Segment Start: DATASET ENTRIES
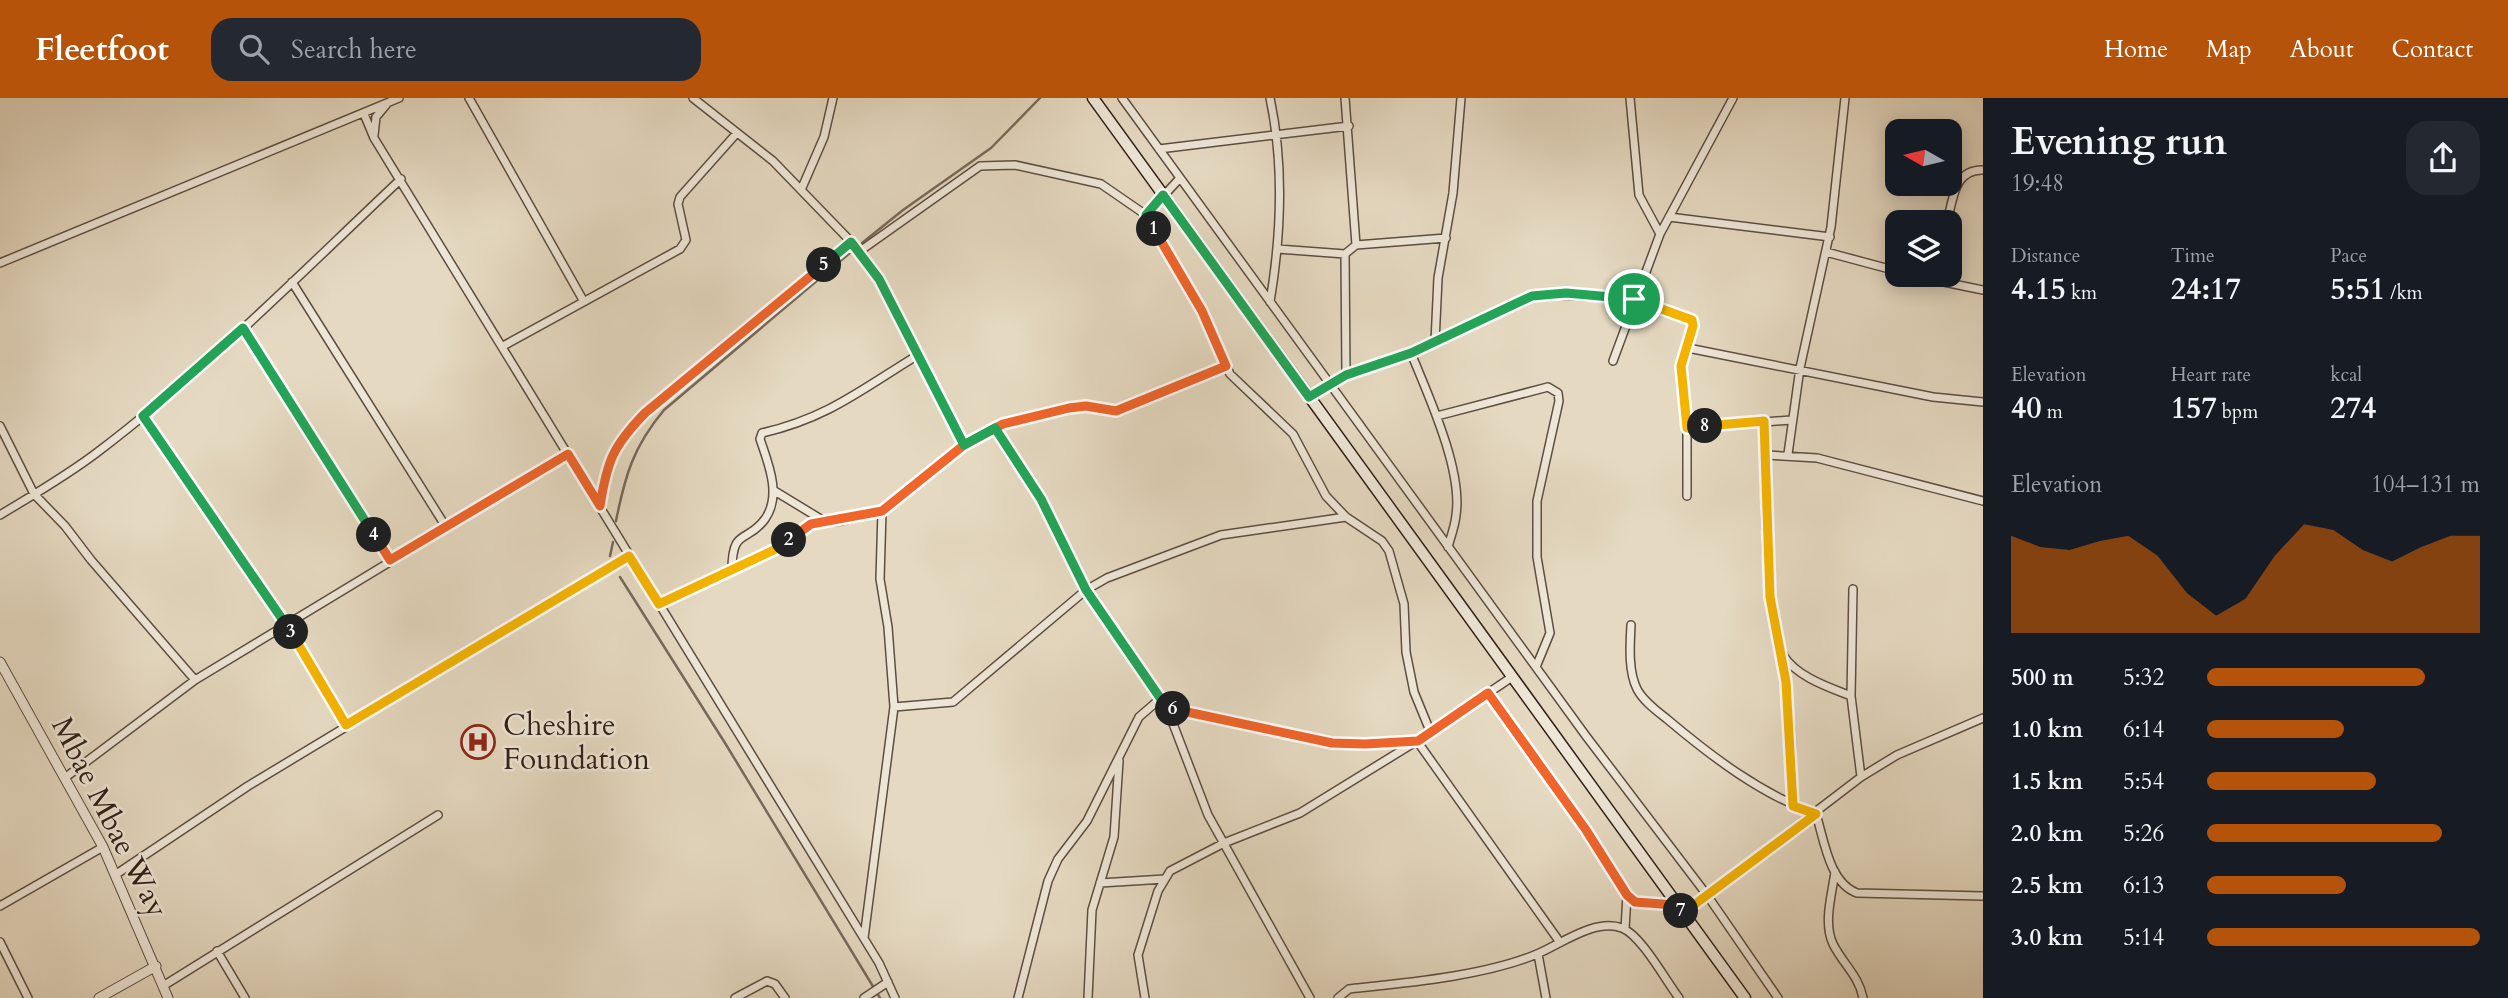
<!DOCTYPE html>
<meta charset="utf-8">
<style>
:root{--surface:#171b24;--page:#242831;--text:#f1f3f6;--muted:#9ea1a6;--accent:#b45309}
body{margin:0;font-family:Cardo,serif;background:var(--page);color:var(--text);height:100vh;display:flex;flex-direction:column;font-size:26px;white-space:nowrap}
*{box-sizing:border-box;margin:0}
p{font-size:23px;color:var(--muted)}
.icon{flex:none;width:38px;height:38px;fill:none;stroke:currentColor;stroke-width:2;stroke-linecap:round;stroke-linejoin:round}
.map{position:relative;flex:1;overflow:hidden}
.drawer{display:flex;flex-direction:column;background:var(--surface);width:525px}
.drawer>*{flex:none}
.needle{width:46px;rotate:278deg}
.fabs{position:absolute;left:1885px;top:21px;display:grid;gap:14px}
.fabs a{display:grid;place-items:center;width:77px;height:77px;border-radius:14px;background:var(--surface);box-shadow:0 4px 18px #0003;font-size:35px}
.pin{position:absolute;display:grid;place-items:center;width:60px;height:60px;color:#fff;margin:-30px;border:4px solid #fff;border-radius:50%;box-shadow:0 2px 7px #0007}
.km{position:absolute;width:35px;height:35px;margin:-18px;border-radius:50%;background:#222;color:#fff;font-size:19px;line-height:35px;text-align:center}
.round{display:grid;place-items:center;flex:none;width:74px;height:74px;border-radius:21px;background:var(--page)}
.overview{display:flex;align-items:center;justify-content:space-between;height:119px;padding:0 28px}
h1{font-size:38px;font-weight:700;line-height:52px}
.metrics{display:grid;grid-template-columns:repeat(3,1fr);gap:10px;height:119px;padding:7px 28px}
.metrics div{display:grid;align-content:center}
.metrics b{font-size:30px;font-weight:700}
.metrics small{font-size:19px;font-weight:400}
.metrics p{font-size:19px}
.chart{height:196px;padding:14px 28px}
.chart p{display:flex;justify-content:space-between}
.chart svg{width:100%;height:126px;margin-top:7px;fill:var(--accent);opacity:.7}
ul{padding:0 28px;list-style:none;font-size:23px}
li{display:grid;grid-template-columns:112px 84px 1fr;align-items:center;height:52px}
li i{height:18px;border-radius:9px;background:var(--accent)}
header{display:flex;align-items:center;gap:42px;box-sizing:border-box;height:98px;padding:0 35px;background:var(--accent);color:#fff}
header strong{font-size:33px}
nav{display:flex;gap:38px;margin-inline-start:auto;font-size:24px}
.search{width:490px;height:63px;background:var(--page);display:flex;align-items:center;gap:18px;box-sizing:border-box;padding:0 24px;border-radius:21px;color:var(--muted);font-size:26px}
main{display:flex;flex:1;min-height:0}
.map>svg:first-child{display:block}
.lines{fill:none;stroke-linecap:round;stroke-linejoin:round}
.stream{stroke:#77695b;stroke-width:2.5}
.minor-casing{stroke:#5d4e42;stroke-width:10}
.tertiary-casing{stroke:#5d4e42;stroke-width:11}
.secondary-casing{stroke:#301f18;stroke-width:13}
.minor{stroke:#eee6d7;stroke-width:7}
.tertiary{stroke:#eee6d7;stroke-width:9}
.secondary{stroke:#eee6d7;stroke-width:10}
.split-1-casing{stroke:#fff;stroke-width:14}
.split-2-casing{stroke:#fff;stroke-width:14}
.split-3-casing{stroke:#fff;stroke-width:14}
.split-4-casing{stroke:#fff;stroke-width:14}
.split-5-casing{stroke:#fff;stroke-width:14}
.split-6-casing{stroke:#fff;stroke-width:14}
.split-7-casing{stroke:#fff;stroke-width:14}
.split-8-casing{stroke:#fff;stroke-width:14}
.split-9-casing{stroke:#fff;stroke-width:14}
.split-1{stroke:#22a559;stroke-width:9}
.split-2{stroke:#f0652b;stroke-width:9}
.split-3{stroke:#f5b400;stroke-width:9}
.split-4{stroke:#22a559;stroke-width:9}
.split-5{stroke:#f0652b;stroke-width:9}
.split-6{stroke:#22a559;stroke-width:9}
.split-7{stroke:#f0652b;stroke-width:9}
.split-8{stroke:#f5b400;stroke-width:9}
.split-9{stroke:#f5b400;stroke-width:9}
.labels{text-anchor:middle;stroke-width:5;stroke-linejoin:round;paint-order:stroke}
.poi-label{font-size:30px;fill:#301f18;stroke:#eee6d7;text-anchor:start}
.street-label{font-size:30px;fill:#301f18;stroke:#eee6d7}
</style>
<header>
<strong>Fleetfoot</strong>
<div class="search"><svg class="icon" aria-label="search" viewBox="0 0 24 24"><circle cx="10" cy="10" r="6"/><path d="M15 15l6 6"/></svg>Search here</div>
<nav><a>Home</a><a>Map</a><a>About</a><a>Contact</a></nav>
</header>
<main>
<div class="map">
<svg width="1983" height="900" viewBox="0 0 1983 900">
<rect width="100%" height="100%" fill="#e5d9c1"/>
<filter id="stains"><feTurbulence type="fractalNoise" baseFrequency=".00286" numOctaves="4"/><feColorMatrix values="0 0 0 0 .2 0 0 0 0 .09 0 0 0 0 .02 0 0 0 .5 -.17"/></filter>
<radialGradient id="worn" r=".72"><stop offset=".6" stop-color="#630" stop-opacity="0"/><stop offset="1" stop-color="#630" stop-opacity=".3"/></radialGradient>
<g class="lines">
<path class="stream" d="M862,145L903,112L991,50L1040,0
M616,423C625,378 633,349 664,312L851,154
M610,458L613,444
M620,479L725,645L880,900"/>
<g class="minor-casing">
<path id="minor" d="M469,0L583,202
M693,0L773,63L860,153L879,181L964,347L882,413L880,481L888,529L894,609L864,840
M1122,0L1586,638L1707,797L1778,900
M1270,0C1284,66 1281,138 1270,204
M1345,0L1356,147L1446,140
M1630,0L1639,97L1660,136
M364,16L374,40L879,865L895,900
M374,37L376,19L386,7
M1159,51L1349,28
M801,92L824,39L833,0
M1146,117L1180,80
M1669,119L1830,139
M1947,124C1953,102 1954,71 1983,72
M1278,151L1345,156
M860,153L980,68L1015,67L1101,86L1146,117L1202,213L1230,276L1293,336L1326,398L1346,419L1382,443L1389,453L1404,506L1406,554L1414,594L1430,633
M1826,154L1897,173
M0,165L399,0
M1910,177L1983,192
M292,184L446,429
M243,231L390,462
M1435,244L1438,180L1453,95L1461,0
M503,248L680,151L686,142L678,106L680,99L736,36
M1688,250L1933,299L1983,304
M1411,255C1428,297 1463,372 1456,417C1455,428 1451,438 1448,449
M1613,263L1660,136L1733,0
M1346,277L1345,156L1356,147
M1309,299L1346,277L1411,255L1521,203L1541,196L1634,201L1689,220L1693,225L1681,268L1687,330
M143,318L287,527L346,627
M1437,318L1548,289L1558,295L1559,303L1537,403V459L1550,535L1536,569
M1764,323C1765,369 1763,524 1783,557C1797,579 1828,589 1851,598L1861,679
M0,328L34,396L65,428L91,462L195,582
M995,330L1041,401L1086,492L1167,610L1208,717L1310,900
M964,347C1001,327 1041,310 1084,309C1100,308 1112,314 1128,310L1226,268
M1788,356L1800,270L1831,129L1845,0
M1765,357L1817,360L1983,403
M773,392L824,423
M1687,398V330L1791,322
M600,408C607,363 614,348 645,315L851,144
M0,417C33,397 68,377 99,353C207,271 302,174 401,81
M732,472C732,429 747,446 765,421C782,397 768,365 760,341L762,335C828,320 862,291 918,257
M659,506L776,451L811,426L841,423L882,413
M1631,527C1630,547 1628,573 1637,591C1643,603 1657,613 1667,621C1712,659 1761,696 1816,716C1824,741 1829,785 1857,795L1983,798
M1783,556L1791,636L1793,708
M1488,595L1586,732L1627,797L1635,805L1675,807
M1851,598L1853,491
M894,609L953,604L1086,492L1107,480L1221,437L1346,419
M1167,610L1332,645L1417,643L1559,843
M66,679L195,582L568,356
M1835,774C1832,796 1823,825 1833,846C1843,866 1859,878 1863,900
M115,777L248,688L629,458
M1100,785L1165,781
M0,808L103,749
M1683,815L1861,679L1897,657L1983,620
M1625,831L1627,797
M0,844L28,900
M217,853L245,900
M1538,856L1546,900
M163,888L438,717
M735,900L767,883L775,886L785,900
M864,900L888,884
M1018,900L1048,783L1058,761L1087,723L1139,619L1161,600
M1088,900L1092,812L1114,739L1119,663
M1145,900L1138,857L1158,793L1170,773L1224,745L1300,715L1417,643L1512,579
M1338,900L1349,891C1405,885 1485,878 1537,856C1561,846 1595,820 1622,830C1641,837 1666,883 1679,900"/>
</g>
<g class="tertiary-casing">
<path id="tertiary" d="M0,564L103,749L168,900
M99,900L156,868"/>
</g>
<g class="secondary-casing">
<path id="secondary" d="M1093,0L1745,900"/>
</g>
<use href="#minor" class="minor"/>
<use href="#tertiary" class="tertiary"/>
<use href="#secondary" class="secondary"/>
</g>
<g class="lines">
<g class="split-1-casing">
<path id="split-1" d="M1154,131L1146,117L1163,97L1309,299L1346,277L1411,255L1532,198L1566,195L1634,201"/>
</g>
<g class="split-2-casing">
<path id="split-2" d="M789,442L811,426L882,413L964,347L1003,326L1069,310L1086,308L1116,313L1226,268L1202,213L1154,131"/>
</g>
<g class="split-3-casing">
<path id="split-3" d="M291,534L346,627L629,458L659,506L776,451L789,442"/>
</g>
<g class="split-4-casing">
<path id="split-4" d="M291,534L143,318L243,230L374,437"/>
</g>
<g class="split-5-casing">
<path id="split-5" d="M374,437L390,462L568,356L600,408C607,363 613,348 645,315L824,167"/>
</g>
<g class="split-6-casing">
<path id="split-6" d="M824,167L851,144L879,181L964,347L995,330L1041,401L1086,492L1167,610L1173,611"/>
</g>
<g class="split-7-casing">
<path id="split-7" d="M1173,611L1332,645L1365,646L1418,643L1488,595L1586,732L1627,797L1635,804L1675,807L1681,813"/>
</g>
<g class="split-8-casing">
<path id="split-8" d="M1681,813L1683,815L1816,716L1793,708L1786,584L1770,499L1764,323L1705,328"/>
</g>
<g class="split-9-casing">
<path id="split-9" d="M1634,201L1692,222L1693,228L1681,268L1687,330L1705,328"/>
</g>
<use href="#split-1" class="split-1"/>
<use href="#split-2" class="split-2"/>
<use href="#split-3" class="split-3"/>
<use href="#split-4" class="split-4"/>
<use href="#split-5" class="split-5"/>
<use href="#split-6" class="split-6"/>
<use href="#split-7" class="split-7"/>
<use href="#split-8" class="split-8"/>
<use href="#split-9" class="split-9"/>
</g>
<defs>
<g id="hospital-ring" transform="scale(1.75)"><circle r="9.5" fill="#eee6d7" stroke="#8f2418" stroke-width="1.5"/><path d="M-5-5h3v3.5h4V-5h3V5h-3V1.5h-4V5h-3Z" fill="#8f2418"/></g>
</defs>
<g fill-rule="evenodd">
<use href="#hospital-ring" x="478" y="644"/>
</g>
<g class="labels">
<g class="poi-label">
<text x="503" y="637">Cheshire<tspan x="503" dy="34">Foundation</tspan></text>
</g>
<g class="street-label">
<text transform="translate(110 719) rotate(63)" y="10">Mbae Mbae Way</text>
</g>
</g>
<rect width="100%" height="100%" filter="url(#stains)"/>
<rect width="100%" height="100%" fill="url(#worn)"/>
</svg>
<div class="fabs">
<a><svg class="needle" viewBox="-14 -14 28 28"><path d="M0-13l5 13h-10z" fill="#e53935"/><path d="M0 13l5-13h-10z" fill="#9ea1a6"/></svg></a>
<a><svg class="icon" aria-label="layers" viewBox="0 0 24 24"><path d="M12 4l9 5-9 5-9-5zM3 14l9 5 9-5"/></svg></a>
</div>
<div class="pin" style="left:1634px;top:201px;background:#1e9e55"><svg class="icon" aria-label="arrive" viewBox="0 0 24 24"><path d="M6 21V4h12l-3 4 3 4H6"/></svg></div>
<b class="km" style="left:1154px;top:131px">1</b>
<b class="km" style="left:789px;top:442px">2</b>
<b class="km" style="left:291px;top:534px">3</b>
<b class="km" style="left:374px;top:437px">4</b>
<b class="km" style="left:824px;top:167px">5</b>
<b class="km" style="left:1173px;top:611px">6</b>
<b class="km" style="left:1681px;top:813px">7</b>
<b class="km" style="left:1705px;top:328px">8</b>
</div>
<section class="drawer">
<div class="overview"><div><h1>Evening run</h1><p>19:48</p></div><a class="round"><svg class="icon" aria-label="share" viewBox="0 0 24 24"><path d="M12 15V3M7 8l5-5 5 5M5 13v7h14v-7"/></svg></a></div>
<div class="metrics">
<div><p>Distance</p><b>4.15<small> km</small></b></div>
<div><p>Time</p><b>24:17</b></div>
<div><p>Pace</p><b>5:51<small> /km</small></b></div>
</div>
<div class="metrics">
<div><p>Elevation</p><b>40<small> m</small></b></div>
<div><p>Heart rate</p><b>157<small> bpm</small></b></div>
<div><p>kcal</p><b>274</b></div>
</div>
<div class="chart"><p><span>Elevation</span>104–131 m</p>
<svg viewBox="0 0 160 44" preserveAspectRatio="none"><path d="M0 44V10L10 14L20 15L30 12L40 10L50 17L60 30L70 38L80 32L90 17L100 6L110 8L120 15L130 19L140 14L150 10L160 10V44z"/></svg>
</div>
<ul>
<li><b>500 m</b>5:32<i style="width:80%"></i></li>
<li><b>1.0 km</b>6:14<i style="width:50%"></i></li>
<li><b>1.5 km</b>5:54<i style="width:62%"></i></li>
<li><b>2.0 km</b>5:26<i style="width:86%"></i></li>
<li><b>2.5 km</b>6:13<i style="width:51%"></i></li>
<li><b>3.0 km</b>5:14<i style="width:100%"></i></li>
</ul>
</section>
</main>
Segment End: DATASET ENTRIES
* WHAT THE TASK REQUIRES: For every line in the data above that has the string "position", return that line.

* ANSWER SECTION:
.map{position:relative;flex:1;overflow:hidden}
.fabs{position:absolute;left:1885px;top:21px;display:grid;gap:14px}
.pin{position:absolute;display:grid;place-items:center;width:60px;height:60px;color:#fff;margin:-30px;border:4px solid #fff;border-radius:50%;box-shadow:0 2px 7px #0007}
.km{position:absolute;width:35px;height:35px;margin:-18px;border-radius:50%;background:#222;color:#fff;font-size:19px;line-height:35px;text-align:center}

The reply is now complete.